La Russie perd du terrain pour la première fois depuis 2023

Selon les données de l'Institut pour l'étude de la guerre (ISW), la zone occupée par la Russie en Ukraine a diminué de quelque 120 km² entre mars et avril 2026. Il s'agit de la première baisse depuis la contre-offensive ukrainienne de l'été 2023. Toutefois, le recul n'est pas total: des militaires russes restent infiltrés dans les trois quarts des zones où l'Ukraine a regagné du terrain. Cette évolution pourrait expliquer en partie la décision russe de proposer une trêve, afin de geler les positions et de consolider les gains restants. Mais elle montre aussi que l'armée ukrainienne conserve une capacité de reconquête, même limitée.

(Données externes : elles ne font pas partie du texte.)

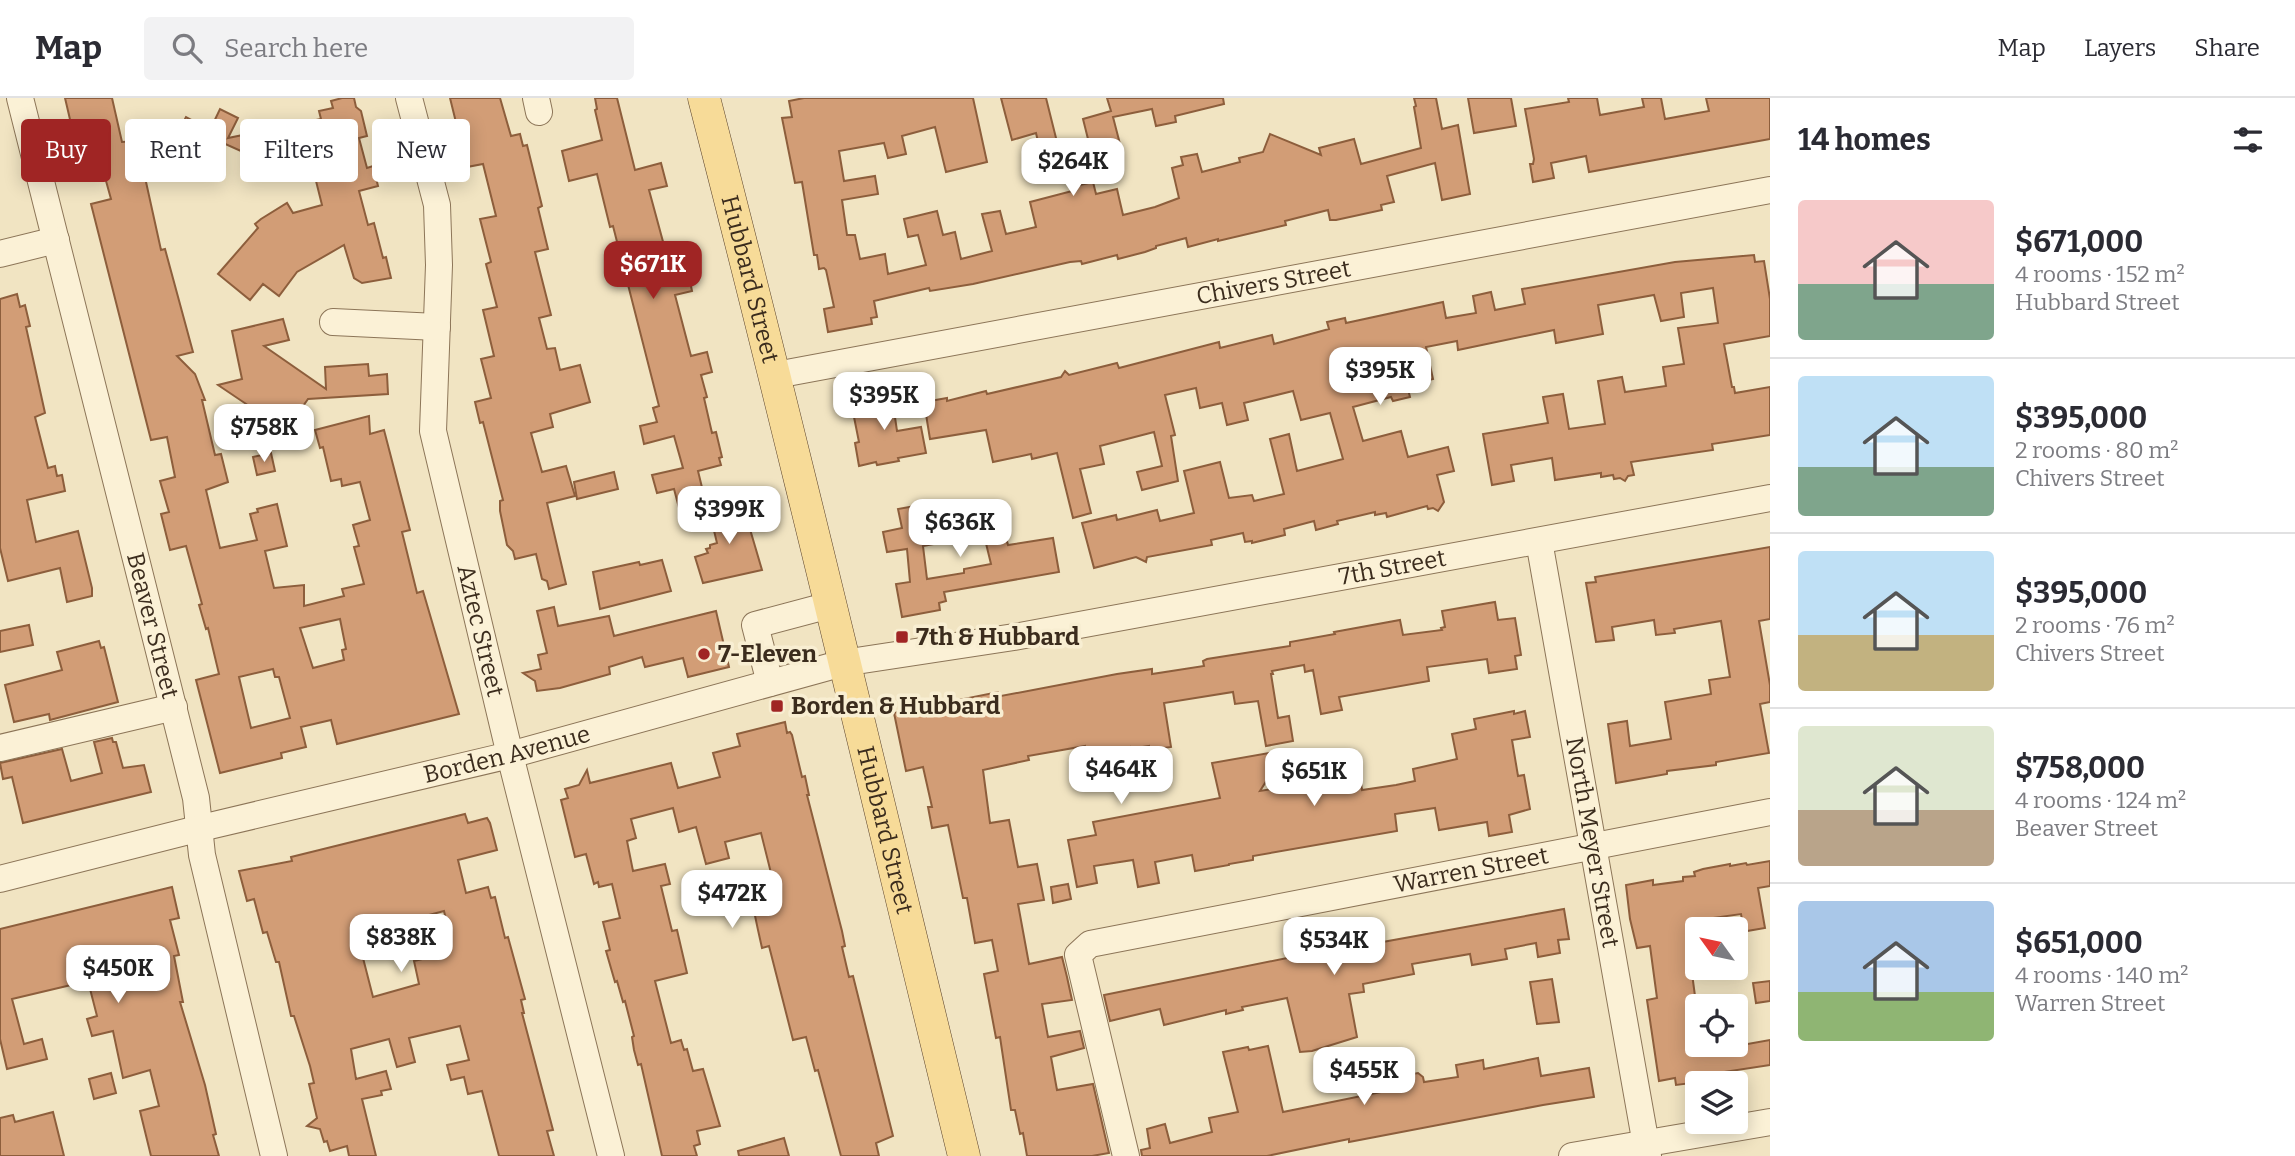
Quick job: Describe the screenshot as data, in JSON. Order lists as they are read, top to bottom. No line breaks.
{"streets":{"main road":["Hubbard Street"],"street":["Chivers Street","7th Street","Beaver Street","Aztec Street","Borden Avenue","North Meyer Street","Warren Street"]},"crossings":[["Hubbard Street","Chivers Street"],["Hubbard Street","Borden Avenue"],["7th Street","Borden Avenue"],["7th Street","North Meyer Street"],["Beaver Street","Borden Avenue"],["Aztec Street","Borden Avenue"],["North Meyer Street","Warren Street"]],"places":{"transit":["7th & Hubbard","Borden & Hubbard"],"other":["7-Eleven"]},"north":"top left","page":{"header":"Map","search":"Search here","nav":["Map","Layers","Share"],"heading":"14 homes","chip":["Buy","Rent","Filters","New"],"price":["$264K","$671K","$395K","$395K","$758K","$399K","$636K","$464K","$651K","$472K","$838K","$534K","$450K","$455K"],"list":[{"name":"$671,000","note":"4 rooms · 152 m² · Hubbard Street"},{"name":"$395,000","note":"2 rooms · 80 m² · Chivers Street"},{"name":"$395,000","note":"2 rooms · 76 m² · Chivers Street"},{"name":"$758,000","note":"4 rooms · 124 m² · Beaver Street"},{"name":"$651,000","note":"4 rooms · 140 m² · Warren Street"}]}}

Le Royaume-Uni négocie pour accéder au prêt européen de 90 milliards d'euros

Le Royaume-Uni a annoncé lundi l'ouverture de négociations avec Bruxelles pour permettre à ses équipementiers militaires de bénéficier de contrats d'armement en Ukraine, financés par le prêt de 90 milliards d'euros accordé par l'Union européenne à Kiev. Ce prêt, définitivement validé en avril après la levée d'un veto hongrois, est destiné à renforcer les capacités de défense ukrainiennes. Le premier ministre britannique Keir Starmer, s'exprimant lors d'un sommet européen en Arménie, a salué cette initiative: « C'est une très bonne chose pour l'Ukraine, car elle lui apportera des capacités dont elle a désespérément besoin en cette cinquième année de conflit. » Il a ajouté que cela créerait des emplois au Royaume-Uni et renforcerait les relations entre Londres et l'UE.

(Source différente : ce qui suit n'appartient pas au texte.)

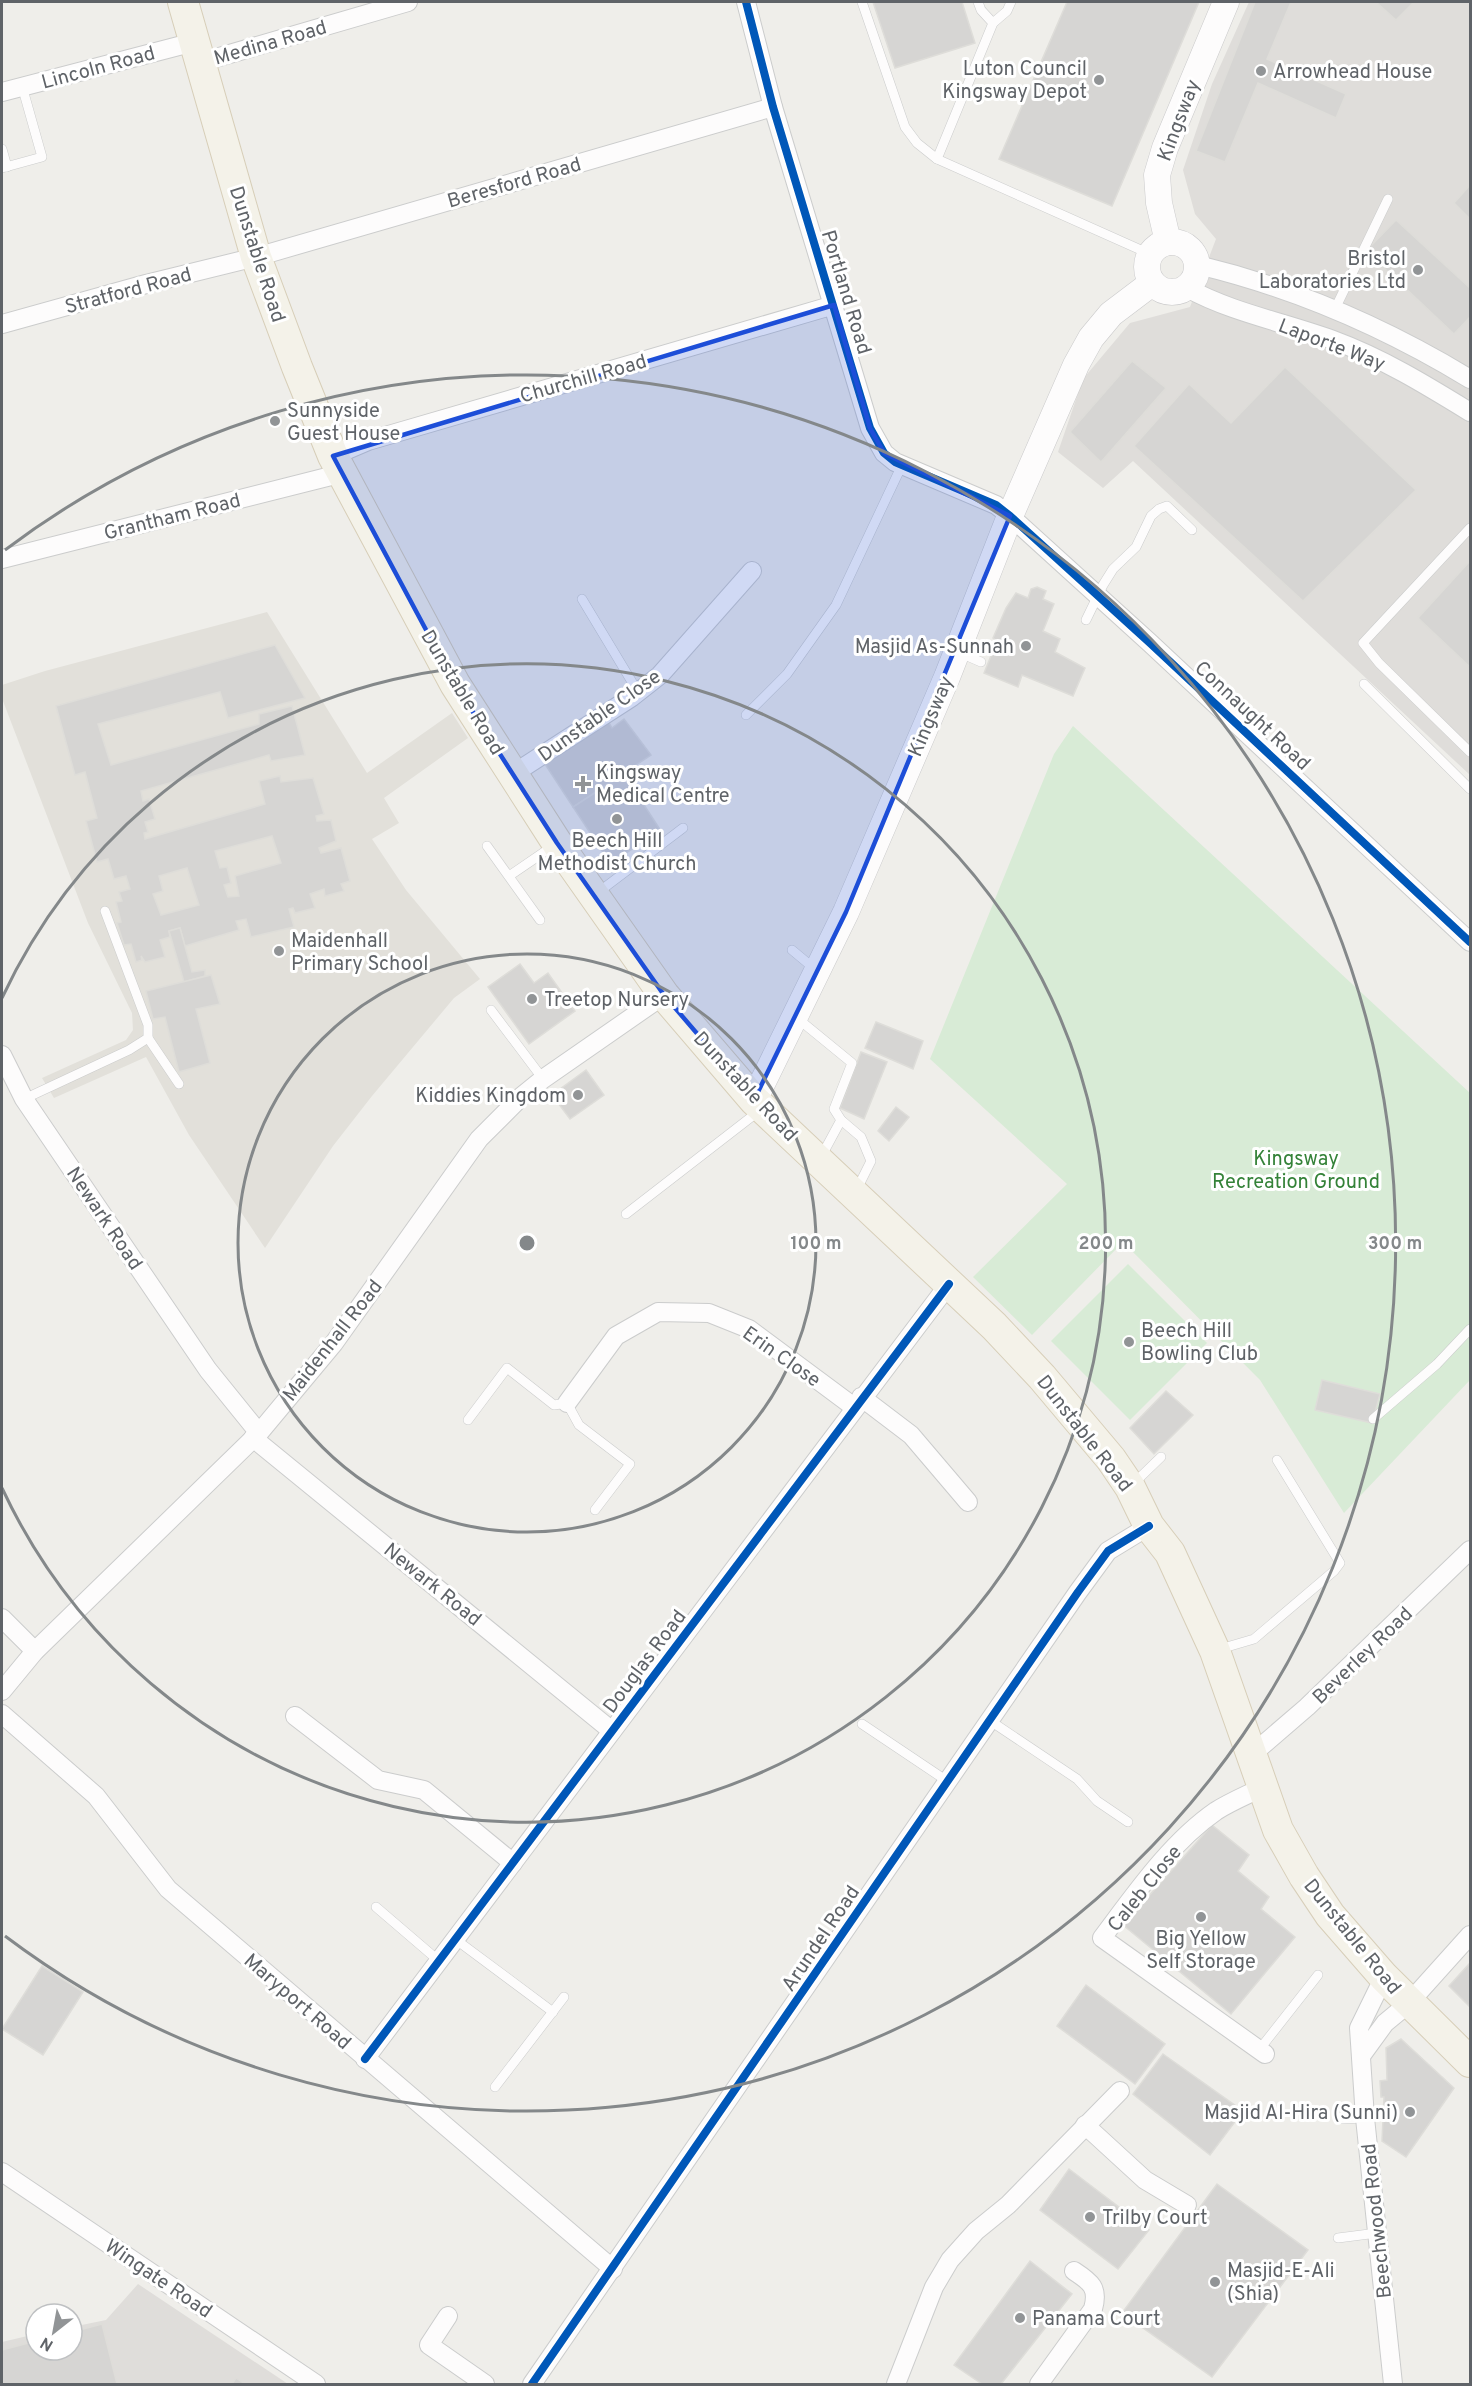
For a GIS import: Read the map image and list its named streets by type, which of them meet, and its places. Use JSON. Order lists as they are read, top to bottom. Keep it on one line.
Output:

L'Autriche expulse trois diplomates russes pour espionnage

Le gouvernement autrichien a confirmé lundi l'expulsion de trois employés de l'ambassade de Russie, soupçonnés d'espionnage. La ministre des Affaires étrangères Beate Meinl-Reisinger a promis un « changement de cap » face à ce « problème de sécurité ». Selon le groupe audiovisuel public ORF, les installations russes à Vienne pourraient servir à espionner les organisations internationales présentes en Autriche, comme l'ONU, l'OPEP ou l'OSCE. « En ce qui concerne la forêt d'antennes à la représentation russe, il est inacceptable que l'immunité diplomatique soit utilisée pour mener des activités d'espionnage », a déclaré la ministre. Vienne est régulièrement décrite comme un nid d'espions russes, avec environ 220 employés accrédités à l'ambassade de Russie, dans un cadre législatif jugé laxiste.

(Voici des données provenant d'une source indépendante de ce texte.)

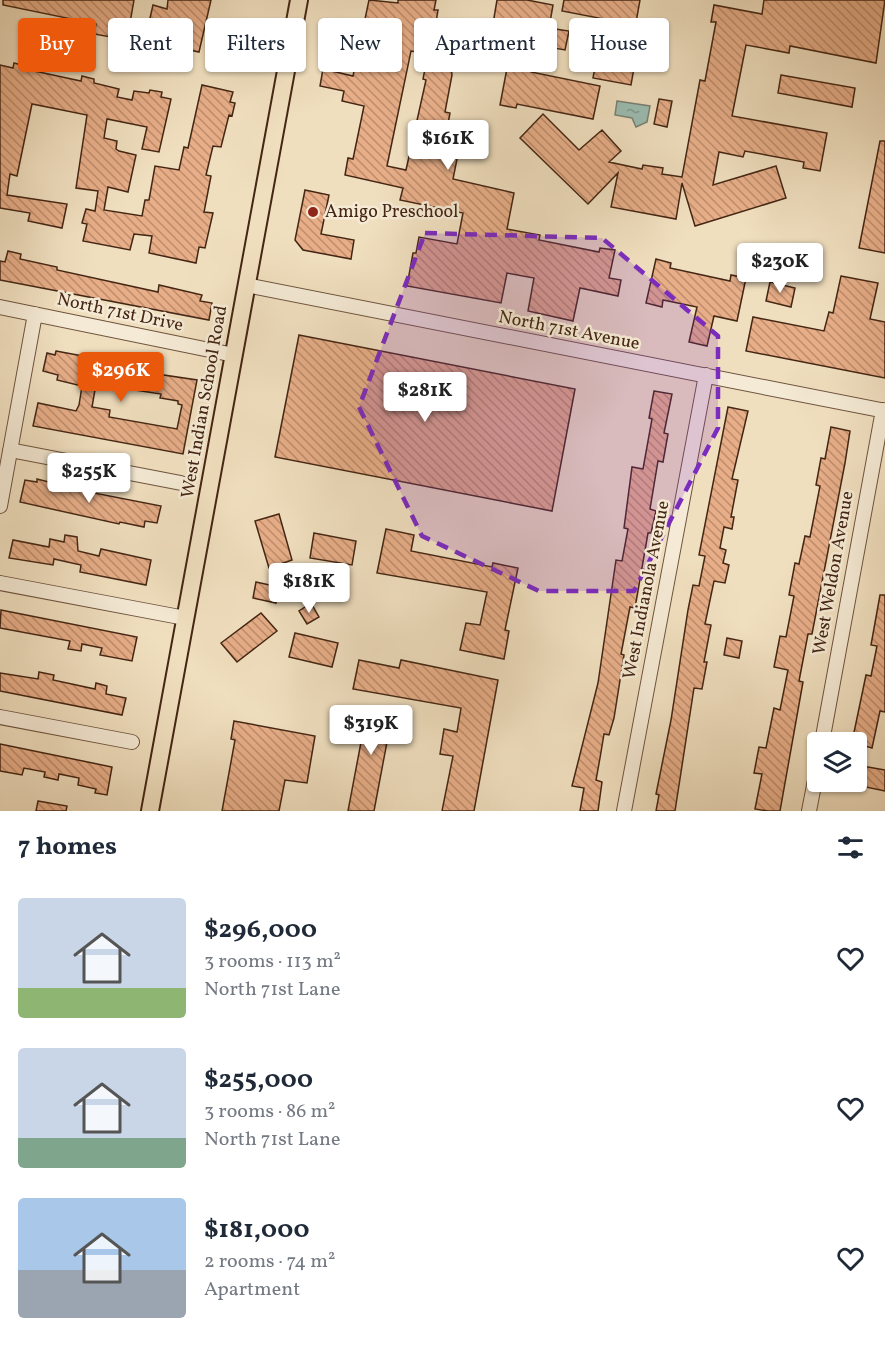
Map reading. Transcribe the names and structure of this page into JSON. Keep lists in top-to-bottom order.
{
  "streets": {
    "main road": ["West Indian School Road"],
    "street": [
      "North 71st Drive",
      "North 71st Avenue",
      "West Weldon Avenue",
      "West Indianola Avenue"
    ]
  },
  "crossings": [
    ["North 71st Drive", "West Indian School Road"],
    ["North 71st Avenue", "West Indian School Road"],
    ["North 71st Avenue", "West Weldon Avenue"],
    ["North 71st Avenue", "West Indianola Avenue"]
  ],
  "places": ["Amigo Preschool"],
  "page": {
    "chip": [
      "Buy",
      "Rent",
      "Filters",
      "New",
      "Apartment",
      "House"
    ],
    "price": [
      "$161K",
      "$230K",
      "$296K",
      "$281K",
      "$255K",
      "$181K",
      "$319K"
    ],
    "heading": "7 homes",
    "list": [
      {
        "name": "$296,000",
        "note": "3 rooms · 113 m² · North 71st Lane"
      },
      {
        "name": "$255,000",
        "note": "3 rooms · 86 m² · North 71st Lane"
      },
      {
        "name": "$181,000",
        "note": "2 rooms · 74 m² · Apartment"
      }
    ]
  }
}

Entre trêve et escalade, l'issue du conflit reste incertaine

Les annonces de cessez-le-feu des deux camps, bien que non coordonnées, créent une fenêtre de réduction des hostilités, mais les menaces et les frappes en cours montrent que la méfiance demeure totale. La proposition russe, assortie d'une menace de frappe sur Kiev, semble davantage un outil de propagande qu'une véritable offre de paix. Pendant ce temps, les pertes territoriales russes et les nouvelles initiatives diplomatiques et économiques (prêt européen, négociations britanniques) indiquent que le conflit entre dans une phase où les équilibres militaires et les soutiens internationaux évoluent. La cinquième année de guerre s'annonce décisive, mais aucune issue immédiate ne se profile.

À retenir

  • La Russie décrète une trêve unilatérale les 8 et 9 mai, mais menace Kiev de représailles massives en cas de perturbation des célébrations du 9 mai.
  • L'Ukraine annonce sa propre trêve du 5 au 6 mai, rejetant l'initiative russe comme non sérieuse et non officielle.
  • Les combats se poursuivent: une frappe russe à Merefa fait six morts et plus de trente blessés le jour même de l'annonce de la trêve.
  • La zone occupée par la Russie a diminué de 120 km² en avril, première baisse depuis l'été 2023, selon l'ISW.
  • Le Royaume-Uni négocie avec l'UE pour que ses entreprises d'armement bénéficient du prêt de 90 milliards d'euros à l'Ukraine.
  • L'Autriche expulse trois diplomates russes pour espionnage, dénonçant l'utilisation abusive de l'immunité diplomatique.